Technological innovations like laser communications links between satellites are driving new capabilities for American warfighters, but the real game-changing disruptions come when new technologies converge with each other, U.S. Space Force acquisition officials told an industry conference on Dec. 7.
“When I converge capabilities, that’s when I’m disruptive,” Col. Ryan Colburn, director of the Spectrum Warfare Division of the Space and Missile Systems Center, told the opening panel session of MilSatCom Digital Week.
He offered three new technological advances as examples:
- Optical cross-links: Near-instantaneous, laser-based communications between satellites in a constellation
- On-orbit reprogramming: Software-defined satellites that give operators the ability to upgrade satellite capabilities by updating software after its been deployed to space
- Smaller, lighter and more powerful antennas and a distributed ground system for forces on the ground.
“Our challenge is to combine those [new] capabilities in a flexible and linked architecture,” said Colburn, as the Space Development Agency will do with its planned low Earth orbit constellation of small satellites known as the transport layer.

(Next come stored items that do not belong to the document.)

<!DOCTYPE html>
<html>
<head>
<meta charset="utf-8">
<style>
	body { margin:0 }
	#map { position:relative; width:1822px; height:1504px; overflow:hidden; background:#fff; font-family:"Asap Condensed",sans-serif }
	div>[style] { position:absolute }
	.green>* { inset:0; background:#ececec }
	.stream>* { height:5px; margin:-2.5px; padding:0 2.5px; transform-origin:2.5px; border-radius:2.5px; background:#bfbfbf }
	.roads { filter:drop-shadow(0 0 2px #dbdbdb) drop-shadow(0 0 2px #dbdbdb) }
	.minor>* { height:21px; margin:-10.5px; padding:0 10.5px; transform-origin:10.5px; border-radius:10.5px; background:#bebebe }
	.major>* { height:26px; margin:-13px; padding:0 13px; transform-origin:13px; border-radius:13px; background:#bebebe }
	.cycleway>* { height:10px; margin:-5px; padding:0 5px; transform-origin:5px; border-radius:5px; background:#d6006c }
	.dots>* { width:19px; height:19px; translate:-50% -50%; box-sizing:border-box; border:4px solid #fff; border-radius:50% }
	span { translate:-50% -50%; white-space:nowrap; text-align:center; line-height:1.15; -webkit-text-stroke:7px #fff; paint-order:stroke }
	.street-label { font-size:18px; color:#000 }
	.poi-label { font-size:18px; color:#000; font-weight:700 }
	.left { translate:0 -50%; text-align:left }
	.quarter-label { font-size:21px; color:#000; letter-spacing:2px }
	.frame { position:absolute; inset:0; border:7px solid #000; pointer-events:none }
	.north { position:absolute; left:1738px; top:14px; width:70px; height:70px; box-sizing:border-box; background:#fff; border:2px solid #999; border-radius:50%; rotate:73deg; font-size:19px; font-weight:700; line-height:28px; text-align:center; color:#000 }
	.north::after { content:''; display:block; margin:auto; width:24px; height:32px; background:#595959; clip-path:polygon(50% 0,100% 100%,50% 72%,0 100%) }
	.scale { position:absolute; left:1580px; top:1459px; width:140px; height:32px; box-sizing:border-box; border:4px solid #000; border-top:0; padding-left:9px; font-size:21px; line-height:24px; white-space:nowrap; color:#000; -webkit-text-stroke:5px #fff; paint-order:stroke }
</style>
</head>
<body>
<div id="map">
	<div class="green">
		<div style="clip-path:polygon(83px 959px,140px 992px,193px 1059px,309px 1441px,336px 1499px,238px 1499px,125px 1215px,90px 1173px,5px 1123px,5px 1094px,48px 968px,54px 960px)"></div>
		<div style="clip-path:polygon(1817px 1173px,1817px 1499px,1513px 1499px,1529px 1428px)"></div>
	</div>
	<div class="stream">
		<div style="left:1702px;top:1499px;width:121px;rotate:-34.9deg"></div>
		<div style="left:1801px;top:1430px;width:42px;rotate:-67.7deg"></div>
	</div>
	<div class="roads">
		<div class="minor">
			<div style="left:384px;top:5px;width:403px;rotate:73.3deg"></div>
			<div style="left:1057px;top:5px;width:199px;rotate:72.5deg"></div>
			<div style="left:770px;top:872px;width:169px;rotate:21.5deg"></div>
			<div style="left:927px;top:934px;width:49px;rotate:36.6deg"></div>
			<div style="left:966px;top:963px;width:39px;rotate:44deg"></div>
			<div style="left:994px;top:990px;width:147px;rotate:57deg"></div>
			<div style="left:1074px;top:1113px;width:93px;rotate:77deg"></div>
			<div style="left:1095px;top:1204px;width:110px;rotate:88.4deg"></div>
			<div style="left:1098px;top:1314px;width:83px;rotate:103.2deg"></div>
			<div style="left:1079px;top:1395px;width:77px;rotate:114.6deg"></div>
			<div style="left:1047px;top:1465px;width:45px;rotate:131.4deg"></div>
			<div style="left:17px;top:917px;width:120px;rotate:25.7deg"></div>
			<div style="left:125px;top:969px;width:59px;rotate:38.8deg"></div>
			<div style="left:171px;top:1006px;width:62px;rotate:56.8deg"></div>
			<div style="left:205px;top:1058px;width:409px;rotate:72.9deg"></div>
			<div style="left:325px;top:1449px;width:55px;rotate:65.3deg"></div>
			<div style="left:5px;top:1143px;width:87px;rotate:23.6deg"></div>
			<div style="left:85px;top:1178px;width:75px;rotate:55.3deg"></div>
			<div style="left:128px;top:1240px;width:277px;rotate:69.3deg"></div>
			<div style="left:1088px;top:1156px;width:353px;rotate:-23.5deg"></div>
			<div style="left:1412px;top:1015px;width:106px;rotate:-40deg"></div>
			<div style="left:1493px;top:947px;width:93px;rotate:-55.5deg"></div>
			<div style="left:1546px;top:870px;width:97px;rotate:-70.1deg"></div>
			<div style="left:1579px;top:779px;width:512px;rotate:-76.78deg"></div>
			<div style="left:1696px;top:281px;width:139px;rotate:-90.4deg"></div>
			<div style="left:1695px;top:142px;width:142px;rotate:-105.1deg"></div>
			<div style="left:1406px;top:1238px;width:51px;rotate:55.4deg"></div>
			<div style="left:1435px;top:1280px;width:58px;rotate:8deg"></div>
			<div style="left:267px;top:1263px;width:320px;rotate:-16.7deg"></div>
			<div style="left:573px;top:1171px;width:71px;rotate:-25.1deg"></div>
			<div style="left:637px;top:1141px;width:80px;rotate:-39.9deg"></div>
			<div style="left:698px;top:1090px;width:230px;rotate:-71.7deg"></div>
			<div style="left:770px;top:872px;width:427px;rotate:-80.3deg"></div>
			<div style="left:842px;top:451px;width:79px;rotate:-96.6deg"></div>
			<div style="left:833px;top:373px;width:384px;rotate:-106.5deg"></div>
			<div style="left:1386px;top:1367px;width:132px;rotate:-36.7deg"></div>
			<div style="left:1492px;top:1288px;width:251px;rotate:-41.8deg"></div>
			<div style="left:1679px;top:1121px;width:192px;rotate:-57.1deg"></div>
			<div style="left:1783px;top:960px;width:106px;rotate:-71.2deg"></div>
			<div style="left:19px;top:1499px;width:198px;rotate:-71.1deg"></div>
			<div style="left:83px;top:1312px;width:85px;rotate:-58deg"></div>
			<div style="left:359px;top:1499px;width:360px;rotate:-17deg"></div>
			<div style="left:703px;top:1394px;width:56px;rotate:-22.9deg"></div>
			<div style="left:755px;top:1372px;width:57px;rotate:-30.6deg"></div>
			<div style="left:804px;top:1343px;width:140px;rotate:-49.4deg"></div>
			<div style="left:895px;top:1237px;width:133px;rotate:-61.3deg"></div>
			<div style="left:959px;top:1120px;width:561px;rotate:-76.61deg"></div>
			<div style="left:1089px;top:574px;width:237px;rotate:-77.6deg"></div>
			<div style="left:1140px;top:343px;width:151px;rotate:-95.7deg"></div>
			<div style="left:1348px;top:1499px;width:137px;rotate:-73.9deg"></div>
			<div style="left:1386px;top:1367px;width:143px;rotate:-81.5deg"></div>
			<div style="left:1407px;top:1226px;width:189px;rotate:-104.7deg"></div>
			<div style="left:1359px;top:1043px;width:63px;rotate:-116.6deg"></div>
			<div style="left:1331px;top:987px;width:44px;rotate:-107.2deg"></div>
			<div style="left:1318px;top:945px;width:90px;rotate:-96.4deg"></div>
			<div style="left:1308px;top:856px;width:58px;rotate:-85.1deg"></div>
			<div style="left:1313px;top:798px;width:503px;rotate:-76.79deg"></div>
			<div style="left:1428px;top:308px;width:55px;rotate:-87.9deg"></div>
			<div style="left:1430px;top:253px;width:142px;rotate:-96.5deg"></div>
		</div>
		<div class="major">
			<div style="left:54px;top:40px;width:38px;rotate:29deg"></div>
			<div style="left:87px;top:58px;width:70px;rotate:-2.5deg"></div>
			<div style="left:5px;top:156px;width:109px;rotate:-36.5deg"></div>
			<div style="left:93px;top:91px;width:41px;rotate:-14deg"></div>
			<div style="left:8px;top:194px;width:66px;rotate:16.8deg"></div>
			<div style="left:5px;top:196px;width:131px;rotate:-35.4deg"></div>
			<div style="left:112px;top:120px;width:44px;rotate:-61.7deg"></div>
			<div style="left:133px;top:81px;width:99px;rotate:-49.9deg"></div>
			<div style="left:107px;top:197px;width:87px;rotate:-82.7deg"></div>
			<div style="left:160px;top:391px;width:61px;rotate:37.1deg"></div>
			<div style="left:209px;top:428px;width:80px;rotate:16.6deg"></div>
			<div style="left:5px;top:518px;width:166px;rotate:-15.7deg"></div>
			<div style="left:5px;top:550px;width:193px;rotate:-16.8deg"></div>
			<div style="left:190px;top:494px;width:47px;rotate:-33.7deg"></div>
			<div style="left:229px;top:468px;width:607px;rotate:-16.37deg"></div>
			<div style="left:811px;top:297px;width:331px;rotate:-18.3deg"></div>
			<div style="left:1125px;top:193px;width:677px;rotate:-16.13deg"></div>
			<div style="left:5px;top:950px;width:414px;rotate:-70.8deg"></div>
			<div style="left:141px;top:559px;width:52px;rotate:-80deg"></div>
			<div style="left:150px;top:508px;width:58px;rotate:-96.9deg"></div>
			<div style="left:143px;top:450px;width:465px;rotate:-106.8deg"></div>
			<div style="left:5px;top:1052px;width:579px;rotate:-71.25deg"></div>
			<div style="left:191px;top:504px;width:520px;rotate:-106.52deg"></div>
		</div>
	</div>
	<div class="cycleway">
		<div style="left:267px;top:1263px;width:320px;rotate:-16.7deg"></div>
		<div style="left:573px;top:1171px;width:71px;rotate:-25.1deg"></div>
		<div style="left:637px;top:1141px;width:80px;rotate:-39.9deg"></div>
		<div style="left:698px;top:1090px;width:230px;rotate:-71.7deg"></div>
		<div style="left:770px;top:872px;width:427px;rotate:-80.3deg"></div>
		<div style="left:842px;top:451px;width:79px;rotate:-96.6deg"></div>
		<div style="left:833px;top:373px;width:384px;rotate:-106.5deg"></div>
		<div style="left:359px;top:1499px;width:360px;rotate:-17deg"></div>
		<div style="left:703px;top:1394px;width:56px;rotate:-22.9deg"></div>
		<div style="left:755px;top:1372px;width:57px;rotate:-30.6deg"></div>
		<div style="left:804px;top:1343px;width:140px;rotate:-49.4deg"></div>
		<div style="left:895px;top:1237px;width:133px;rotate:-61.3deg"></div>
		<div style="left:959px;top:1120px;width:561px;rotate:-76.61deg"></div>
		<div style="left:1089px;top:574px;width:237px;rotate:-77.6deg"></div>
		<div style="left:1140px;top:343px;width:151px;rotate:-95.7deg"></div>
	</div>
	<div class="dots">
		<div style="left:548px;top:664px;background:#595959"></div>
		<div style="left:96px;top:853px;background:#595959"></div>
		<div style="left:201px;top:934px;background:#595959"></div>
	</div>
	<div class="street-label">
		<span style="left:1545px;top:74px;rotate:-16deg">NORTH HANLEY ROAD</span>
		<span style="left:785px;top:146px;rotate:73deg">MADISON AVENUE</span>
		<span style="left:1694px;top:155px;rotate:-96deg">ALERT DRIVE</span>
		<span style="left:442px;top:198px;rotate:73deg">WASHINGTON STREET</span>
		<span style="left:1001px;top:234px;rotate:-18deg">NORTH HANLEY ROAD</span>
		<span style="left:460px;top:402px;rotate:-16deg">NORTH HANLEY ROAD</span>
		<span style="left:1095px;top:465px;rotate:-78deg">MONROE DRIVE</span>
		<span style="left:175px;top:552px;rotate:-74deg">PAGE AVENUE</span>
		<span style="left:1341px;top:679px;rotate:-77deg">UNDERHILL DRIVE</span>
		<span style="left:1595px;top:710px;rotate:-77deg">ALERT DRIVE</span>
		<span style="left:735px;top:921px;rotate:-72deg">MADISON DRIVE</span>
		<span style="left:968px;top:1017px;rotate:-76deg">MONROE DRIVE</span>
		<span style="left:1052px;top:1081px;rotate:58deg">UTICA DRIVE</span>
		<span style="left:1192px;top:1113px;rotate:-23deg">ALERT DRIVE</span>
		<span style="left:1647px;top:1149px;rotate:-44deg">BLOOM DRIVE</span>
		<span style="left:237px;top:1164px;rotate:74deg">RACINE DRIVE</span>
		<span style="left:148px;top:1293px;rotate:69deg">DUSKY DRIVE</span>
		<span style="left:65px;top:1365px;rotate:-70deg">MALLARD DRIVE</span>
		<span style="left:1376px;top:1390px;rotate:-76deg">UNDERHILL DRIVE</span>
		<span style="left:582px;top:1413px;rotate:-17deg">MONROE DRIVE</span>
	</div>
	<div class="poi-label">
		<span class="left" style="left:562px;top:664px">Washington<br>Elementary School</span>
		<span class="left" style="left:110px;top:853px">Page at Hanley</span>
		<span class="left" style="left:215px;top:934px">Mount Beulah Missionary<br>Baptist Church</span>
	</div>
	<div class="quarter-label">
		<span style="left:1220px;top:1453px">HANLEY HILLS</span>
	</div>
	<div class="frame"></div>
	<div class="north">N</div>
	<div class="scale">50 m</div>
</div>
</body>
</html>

But as panel moderator Karen Jones of the Aerospace Corporation think tank noted, only one of those three advances—the advent of software-defined satellites—is completely novel. Both smaller antenna and optical cross-links are incremental improvements to what is already deployed on many satellite constellations.
It is the combination of those new capabilities together that creates a game-changing new capability, Colburn argued.
Optical cross links will eliminate the latency created when satellites can only exchange data via the ground system. Software-defined satellites will enable the constellation to be launched in waves, each one more advanced than the last, but all upgradeable with the latest programming. And smaller, lighter antennas on the ground mean that an increasing number of weapons systems and other tactical equipment can be equipped to receive data and even instructions
Derek M. Tournear, director of the Space Development Agency, explained how that convergence would be enabled for the transport layer by standards-based, open, modular architecture, enabling multiple vendors to build satellites that work as part of the constellation.
Tournear, the first-ever director of the new agency, is seen by many as the architect and driving force behind the extraordinary speed with which SDA is moving. Stood up in March 2019, the agency plans to conduct its first launches in 2022—breakneck speed for military space acquisitions, which traditionally takes a decade or more to get into orbit.
The agency will be buying new waves of satellites to add to the transport layer every two years after that, in what Tournear called “spiral development”—each spiral more advanced than, but still compatible with, the last. An open modular architecture is essential. “We need to ensure that not only can one spiral talk to the future generations, … but we want to have multiple providers all talk amongst themselves,” he added
SDA had defined a cross-link standard, he said, though “it wasn’t a standard that SDA came up with. It was a standard that basically industry said, ‘This is what we all can meet.’”
Having a single standard that every vendor bidding must meet, Tournear added, means “now I can have a complete constellation made up of different sets of satellites, all made by different manufacturers, but they function together as one cohesive unit.”